The Illinois General Assembly has decided that the possession of less than 2.5 grams of marijuana is a class C misdemeanor. See Ill. Comp. Stat., ch. 720, §550/4(a) (1998). In so classifying the offense, the legislature made a concerted policy judgment that the possession of small amounts of *339marijuana for personal use does not constitute a particularly significant public policy concern. While it is true that this offense — like feeding livestock on a public highway or offering a movie for rent without clearly displaying its rating1— may warrant a jail sentence of up to 80 days, the detection and prosecution of possessors of small quantities of this substance is by no means a law enforcement priority in the State of Illinois.2
Because the governmental interest implicated by the particular criminal prohibition at issue in this case is so slight, this is a poor vehicle for probing the boundaries of the government’s power to limit an individual’s possessory interest in his or her home pending the arrival of a search warrant. Cf. Segura v. United States, 468 U. S. 796 (1984) (seven Justices decline to address this issue because case does not require its resolution). Given my preference, I would, therefore, dismiss the writ of certiorari as improvidently granted.
Compelled by the vote of my colleagues to reach the merits, I would affirm. As the majority explains, the essential inquiry in this case involves a balancing of the “privacy-*340related and law enforcement-related concerns to determine if the intrusion was reasonable.” Ante, at 331. Under the specific facts of this case, I believe the majority gets the balance wrong. Each of the Illinois jurists who participated in the decision of this case placed a higher value on the sanctity of the ordinary citizen’s home than on the prosecution of this petty offense. They correctly viewed that interest — whether the home be a humble cottage, a secondhand trailer, or a stately mansion — as one meriting the most serious constitutional protection.3 Following their analysis and the reasoning in our decision in Welsh v. Wisconsin, 466 U. S. 740 (1984) (holding that some offenses may be so minor as to make it unreasonable for police to undertake searches that would be constitutionally permissible if graver offenses were suspected), I would affirm.
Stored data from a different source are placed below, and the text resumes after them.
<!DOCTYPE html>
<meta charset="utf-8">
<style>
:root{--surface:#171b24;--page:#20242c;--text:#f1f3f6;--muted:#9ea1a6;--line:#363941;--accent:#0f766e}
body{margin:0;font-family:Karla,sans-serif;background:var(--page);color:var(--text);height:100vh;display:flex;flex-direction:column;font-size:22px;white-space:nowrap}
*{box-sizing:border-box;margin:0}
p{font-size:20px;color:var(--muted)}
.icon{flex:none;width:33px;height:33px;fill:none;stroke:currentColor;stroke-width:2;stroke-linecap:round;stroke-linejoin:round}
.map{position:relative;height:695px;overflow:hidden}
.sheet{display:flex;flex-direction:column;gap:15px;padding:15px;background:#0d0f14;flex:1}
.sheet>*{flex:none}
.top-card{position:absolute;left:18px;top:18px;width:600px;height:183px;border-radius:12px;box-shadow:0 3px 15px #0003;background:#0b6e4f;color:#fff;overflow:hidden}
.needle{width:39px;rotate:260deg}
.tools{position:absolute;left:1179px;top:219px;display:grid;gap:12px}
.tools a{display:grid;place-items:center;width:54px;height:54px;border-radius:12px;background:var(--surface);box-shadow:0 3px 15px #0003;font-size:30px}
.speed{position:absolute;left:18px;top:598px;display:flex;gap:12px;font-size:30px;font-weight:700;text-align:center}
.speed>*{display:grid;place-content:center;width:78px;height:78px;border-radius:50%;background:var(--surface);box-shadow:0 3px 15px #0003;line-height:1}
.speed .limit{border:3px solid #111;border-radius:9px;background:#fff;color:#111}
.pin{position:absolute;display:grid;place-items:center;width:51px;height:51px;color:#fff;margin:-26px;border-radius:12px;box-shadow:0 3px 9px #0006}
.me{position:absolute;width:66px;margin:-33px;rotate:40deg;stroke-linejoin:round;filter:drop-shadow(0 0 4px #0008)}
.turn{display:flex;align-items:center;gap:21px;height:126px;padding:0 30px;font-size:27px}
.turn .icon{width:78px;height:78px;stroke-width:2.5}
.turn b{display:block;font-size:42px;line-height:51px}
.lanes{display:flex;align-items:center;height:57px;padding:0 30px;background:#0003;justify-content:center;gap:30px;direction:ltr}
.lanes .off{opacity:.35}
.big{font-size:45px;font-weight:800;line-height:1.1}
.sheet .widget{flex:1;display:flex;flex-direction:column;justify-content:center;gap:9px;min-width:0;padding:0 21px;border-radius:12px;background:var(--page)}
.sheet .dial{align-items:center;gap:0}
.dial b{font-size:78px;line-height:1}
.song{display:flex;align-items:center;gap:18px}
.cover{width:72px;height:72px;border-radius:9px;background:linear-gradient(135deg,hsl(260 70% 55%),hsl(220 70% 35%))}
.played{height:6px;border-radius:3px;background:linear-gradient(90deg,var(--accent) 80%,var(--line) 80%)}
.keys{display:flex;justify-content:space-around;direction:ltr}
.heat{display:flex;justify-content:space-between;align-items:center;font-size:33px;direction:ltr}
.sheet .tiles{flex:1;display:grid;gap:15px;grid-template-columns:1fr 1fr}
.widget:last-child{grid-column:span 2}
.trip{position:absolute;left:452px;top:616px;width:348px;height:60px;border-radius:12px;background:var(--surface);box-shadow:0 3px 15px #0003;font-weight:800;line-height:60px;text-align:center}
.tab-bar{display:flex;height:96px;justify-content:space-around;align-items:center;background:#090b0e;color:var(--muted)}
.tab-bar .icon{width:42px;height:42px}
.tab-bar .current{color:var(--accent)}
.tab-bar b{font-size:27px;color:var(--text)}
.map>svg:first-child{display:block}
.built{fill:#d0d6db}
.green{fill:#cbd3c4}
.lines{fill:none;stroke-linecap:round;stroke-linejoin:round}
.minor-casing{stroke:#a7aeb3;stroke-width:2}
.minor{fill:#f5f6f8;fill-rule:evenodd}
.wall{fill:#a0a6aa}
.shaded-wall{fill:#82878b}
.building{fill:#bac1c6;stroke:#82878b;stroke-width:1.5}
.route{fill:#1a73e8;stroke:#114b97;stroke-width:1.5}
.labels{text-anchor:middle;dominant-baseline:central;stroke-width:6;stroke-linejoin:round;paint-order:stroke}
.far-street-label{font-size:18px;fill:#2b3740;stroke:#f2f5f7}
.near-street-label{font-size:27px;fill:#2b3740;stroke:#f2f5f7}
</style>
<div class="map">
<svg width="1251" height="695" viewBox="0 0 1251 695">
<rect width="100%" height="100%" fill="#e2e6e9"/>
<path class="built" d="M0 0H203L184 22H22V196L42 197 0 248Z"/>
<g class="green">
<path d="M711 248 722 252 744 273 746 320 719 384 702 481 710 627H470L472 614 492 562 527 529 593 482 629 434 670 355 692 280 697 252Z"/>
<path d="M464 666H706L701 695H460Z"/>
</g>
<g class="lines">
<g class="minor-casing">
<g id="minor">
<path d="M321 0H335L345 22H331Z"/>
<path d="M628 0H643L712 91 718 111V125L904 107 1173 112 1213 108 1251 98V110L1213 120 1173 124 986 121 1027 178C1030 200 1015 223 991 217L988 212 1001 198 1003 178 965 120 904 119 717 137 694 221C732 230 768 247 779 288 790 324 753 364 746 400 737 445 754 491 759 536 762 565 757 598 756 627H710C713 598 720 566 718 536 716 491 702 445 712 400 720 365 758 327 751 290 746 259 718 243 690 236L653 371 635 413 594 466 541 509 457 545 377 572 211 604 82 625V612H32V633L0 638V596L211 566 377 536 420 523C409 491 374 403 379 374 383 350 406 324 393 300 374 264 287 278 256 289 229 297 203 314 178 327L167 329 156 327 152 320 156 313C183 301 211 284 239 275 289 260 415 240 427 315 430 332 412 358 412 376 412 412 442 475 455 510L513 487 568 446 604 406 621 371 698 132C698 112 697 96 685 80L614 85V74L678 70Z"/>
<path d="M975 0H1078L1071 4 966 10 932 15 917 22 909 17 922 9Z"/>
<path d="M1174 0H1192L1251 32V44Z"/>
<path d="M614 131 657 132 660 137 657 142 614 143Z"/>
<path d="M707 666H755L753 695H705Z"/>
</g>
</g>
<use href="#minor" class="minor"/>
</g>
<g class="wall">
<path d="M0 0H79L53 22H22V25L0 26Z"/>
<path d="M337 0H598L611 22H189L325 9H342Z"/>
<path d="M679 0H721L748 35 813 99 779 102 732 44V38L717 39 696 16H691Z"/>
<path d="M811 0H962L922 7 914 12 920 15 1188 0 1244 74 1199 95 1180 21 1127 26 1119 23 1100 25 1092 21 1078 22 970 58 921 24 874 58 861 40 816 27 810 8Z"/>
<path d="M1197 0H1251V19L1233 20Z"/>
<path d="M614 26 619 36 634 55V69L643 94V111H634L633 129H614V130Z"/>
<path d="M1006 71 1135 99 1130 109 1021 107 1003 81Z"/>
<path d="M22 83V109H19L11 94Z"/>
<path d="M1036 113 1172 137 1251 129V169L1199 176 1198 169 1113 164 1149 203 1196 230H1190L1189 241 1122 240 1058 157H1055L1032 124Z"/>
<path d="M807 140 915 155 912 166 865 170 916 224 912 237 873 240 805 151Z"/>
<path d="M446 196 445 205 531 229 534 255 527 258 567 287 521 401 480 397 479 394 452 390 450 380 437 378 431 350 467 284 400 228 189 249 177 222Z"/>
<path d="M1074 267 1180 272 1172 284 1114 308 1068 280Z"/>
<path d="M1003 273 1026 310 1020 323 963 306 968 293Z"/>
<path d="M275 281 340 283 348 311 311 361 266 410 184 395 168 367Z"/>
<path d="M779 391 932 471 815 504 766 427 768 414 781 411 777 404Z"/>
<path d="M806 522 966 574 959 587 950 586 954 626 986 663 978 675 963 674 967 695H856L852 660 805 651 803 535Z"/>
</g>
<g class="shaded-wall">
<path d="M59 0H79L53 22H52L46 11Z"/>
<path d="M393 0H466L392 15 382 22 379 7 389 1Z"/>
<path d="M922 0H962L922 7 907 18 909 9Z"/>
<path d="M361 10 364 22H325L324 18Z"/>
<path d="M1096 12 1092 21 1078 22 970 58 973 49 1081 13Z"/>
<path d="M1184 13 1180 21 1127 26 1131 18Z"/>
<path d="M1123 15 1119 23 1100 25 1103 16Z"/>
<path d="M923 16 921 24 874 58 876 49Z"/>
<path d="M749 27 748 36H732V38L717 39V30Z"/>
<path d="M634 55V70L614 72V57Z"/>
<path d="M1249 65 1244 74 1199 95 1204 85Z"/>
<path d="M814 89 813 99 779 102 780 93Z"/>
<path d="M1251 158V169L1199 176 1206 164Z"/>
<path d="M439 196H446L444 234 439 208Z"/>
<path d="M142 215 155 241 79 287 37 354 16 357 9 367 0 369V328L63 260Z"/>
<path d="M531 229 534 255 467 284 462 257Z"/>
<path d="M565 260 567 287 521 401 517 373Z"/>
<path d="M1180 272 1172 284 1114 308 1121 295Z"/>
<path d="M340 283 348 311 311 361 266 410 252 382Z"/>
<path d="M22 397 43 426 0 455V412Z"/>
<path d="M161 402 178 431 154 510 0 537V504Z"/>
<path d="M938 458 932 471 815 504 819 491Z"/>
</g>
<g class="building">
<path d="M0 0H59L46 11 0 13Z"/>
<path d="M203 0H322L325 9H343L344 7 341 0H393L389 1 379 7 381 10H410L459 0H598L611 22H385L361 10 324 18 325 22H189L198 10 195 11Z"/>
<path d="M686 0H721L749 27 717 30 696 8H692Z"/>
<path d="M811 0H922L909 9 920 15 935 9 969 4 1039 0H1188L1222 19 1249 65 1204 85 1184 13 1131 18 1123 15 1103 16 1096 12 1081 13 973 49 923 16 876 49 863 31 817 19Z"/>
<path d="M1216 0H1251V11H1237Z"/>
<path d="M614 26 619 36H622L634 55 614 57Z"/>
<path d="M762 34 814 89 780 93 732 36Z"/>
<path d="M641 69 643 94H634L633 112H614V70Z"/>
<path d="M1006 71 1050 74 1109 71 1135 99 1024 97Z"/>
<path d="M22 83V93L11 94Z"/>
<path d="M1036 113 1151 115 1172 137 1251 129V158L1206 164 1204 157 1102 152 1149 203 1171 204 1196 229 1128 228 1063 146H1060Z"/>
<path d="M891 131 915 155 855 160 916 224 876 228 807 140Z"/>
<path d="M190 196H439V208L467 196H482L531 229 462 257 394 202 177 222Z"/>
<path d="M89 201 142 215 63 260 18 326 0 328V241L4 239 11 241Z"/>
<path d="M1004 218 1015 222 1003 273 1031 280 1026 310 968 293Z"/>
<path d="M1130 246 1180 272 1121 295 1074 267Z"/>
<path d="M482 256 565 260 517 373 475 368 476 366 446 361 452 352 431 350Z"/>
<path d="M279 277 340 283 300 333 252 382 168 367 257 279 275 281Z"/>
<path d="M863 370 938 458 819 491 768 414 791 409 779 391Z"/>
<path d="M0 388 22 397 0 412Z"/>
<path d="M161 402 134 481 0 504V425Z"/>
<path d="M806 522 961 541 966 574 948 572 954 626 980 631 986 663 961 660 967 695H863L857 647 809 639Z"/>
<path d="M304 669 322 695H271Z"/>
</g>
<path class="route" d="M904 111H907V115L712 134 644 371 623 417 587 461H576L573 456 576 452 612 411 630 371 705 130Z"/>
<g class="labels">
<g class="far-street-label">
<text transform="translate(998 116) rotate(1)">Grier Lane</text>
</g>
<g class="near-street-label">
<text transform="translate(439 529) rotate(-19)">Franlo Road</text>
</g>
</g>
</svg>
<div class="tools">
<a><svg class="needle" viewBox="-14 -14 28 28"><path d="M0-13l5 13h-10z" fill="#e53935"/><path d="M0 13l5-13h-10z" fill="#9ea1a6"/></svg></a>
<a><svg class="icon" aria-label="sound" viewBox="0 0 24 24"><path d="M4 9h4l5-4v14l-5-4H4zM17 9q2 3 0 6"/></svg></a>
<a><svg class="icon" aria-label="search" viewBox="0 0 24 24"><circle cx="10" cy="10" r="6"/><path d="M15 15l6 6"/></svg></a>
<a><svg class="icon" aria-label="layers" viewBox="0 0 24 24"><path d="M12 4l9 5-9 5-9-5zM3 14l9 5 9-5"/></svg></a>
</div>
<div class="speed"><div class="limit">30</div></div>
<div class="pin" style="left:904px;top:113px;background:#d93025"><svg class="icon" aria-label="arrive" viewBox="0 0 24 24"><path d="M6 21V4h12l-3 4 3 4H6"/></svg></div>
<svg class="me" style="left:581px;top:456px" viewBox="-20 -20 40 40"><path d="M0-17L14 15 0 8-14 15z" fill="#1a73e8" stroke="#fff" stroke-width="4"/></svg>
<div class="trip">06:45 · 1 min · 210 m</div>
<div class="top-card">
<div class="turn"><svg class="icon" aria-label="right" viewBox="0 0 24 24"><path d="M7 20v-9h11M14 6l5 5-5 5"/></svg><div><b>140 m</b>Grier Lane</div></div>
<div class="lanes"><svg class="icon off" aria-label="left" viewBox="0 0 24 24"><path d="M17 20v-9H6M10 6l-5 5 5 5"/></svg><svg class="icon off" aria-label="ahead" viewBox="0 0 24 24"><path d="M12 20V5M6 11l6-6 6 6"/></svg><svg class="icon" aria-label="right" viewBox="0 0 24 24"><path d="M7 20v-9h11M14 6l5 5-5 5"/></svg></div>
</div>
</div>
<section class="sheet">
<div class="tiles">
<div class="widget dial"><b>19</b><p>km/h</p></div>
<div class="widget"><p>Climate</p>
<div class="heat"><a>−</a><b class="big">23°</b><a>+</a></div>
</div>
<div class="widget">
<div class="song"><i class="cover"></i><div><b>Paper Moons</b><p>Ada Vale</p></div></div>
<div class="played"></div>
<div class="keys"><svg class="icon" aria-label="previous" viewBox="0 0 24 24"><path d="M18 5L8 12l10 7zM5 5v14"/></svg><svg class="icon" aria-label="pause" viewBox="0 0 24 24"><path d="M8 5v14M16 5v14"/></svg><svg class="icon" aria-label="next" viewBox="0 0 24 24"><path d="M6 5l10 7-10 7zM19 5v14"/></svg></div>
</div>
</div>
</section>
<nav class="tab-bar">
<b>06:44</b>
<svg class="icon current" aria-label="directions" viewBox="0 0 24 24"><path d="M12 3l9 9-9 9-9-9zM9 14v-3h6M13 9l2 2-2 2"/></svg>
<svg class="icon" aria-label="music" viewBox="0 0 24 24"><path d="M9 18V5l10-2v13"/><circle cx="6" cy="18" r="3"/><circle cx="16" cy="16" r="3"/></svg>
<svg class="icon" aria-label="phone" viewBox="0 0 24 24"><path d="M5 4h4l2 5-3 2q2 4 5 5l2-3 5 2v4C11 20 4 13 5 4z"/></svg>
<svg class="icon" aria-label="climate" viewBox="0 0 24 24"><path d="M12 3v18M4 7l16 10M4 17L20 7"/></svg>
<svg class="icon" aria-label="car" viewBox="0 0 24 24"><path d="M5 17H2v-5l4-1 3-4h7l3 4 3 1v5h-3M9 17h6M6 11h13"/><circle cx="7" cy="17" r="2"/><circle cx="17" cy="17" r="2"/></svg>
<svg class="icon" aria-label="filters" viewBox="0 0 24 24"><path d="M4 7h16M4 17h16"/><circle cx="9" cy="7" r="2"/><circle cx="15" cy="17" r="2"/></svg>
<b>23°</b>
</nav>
 See Ill. Comp. Stat., ch. 605, §5/9-124.1 (1998) (making feeding livestock on a public highway a class C misdemeanor); ch. 720, §§ 395/3-395/4 (making it a class C misdemeanor to sell or rent a video that doe's not display the official rating of the motion picture from which it is copied). Other examples of offenses classified as class C misdemeanors in Illinois include camping on the side of a public highway, ch. 605, § 5/9-124, interfering with the “lawful taking of wild animals,” ch. 720, § 125/2, and tattooing the body of a person under 21 years of age, ch. 720, §5/12-10. 2

 Nor in many other States. Under the laws of many other States, the maximum penalty McArthur would have faced for possession of 2.3 grams of marijuana would have been less than what he faced in Illinois. See, e. g., Cal. Health & Safety Code Ann. § 11357(b) (West 1991) ($100 fine); Colo. Rev. Stat. §18-18-406(1) (1999) ($100 fine); Minn. Stat. §152.027(4) (2000) ($200 fine and drug education); Miss. Code Ann. §41-29-139(c)(2)(A) (Supp. 1999) ($100-$250 fine); Neb. Rev. Stat. §28-416(13) (1995) ($100 fine and drug education); N. M. Stat. Ann. § 30-31-23(B) (1997) ($50-$100 fine and 15 days in jail); N. Y. Penal Law §221.05 (McKinney 2000) ($100 fine); Ore. Rev. Stat. §475.992(4)(f) (Supp. 1998) ($100 fine).

 Principled respect for the sanctity of the home has long animated this Court’s Fourth Amendment jurisprudence. See, e. g., Wilson v. Layne, 526 U. S. 603, 610 (1999) (“The Fourth Amendment embodies this centuries-old principle of respect for the privacy of the home”); Payton v. New York, 445 U. S. 573, 601 (1980) (emphasizing “the overriding respect for the sanctity of the home that has been embedded in our traditions since the origins of the Republic”); Mincey v. Arizona, 437 U. S. 385, 393 (1978) (“[T]he Fourth Amendment reflects the view of those who wrote the Bill of Rights that the privacy of a person’s home and property may . not be totally sacrificed in the name of maximum simplicity in enforcement of the criminal law”).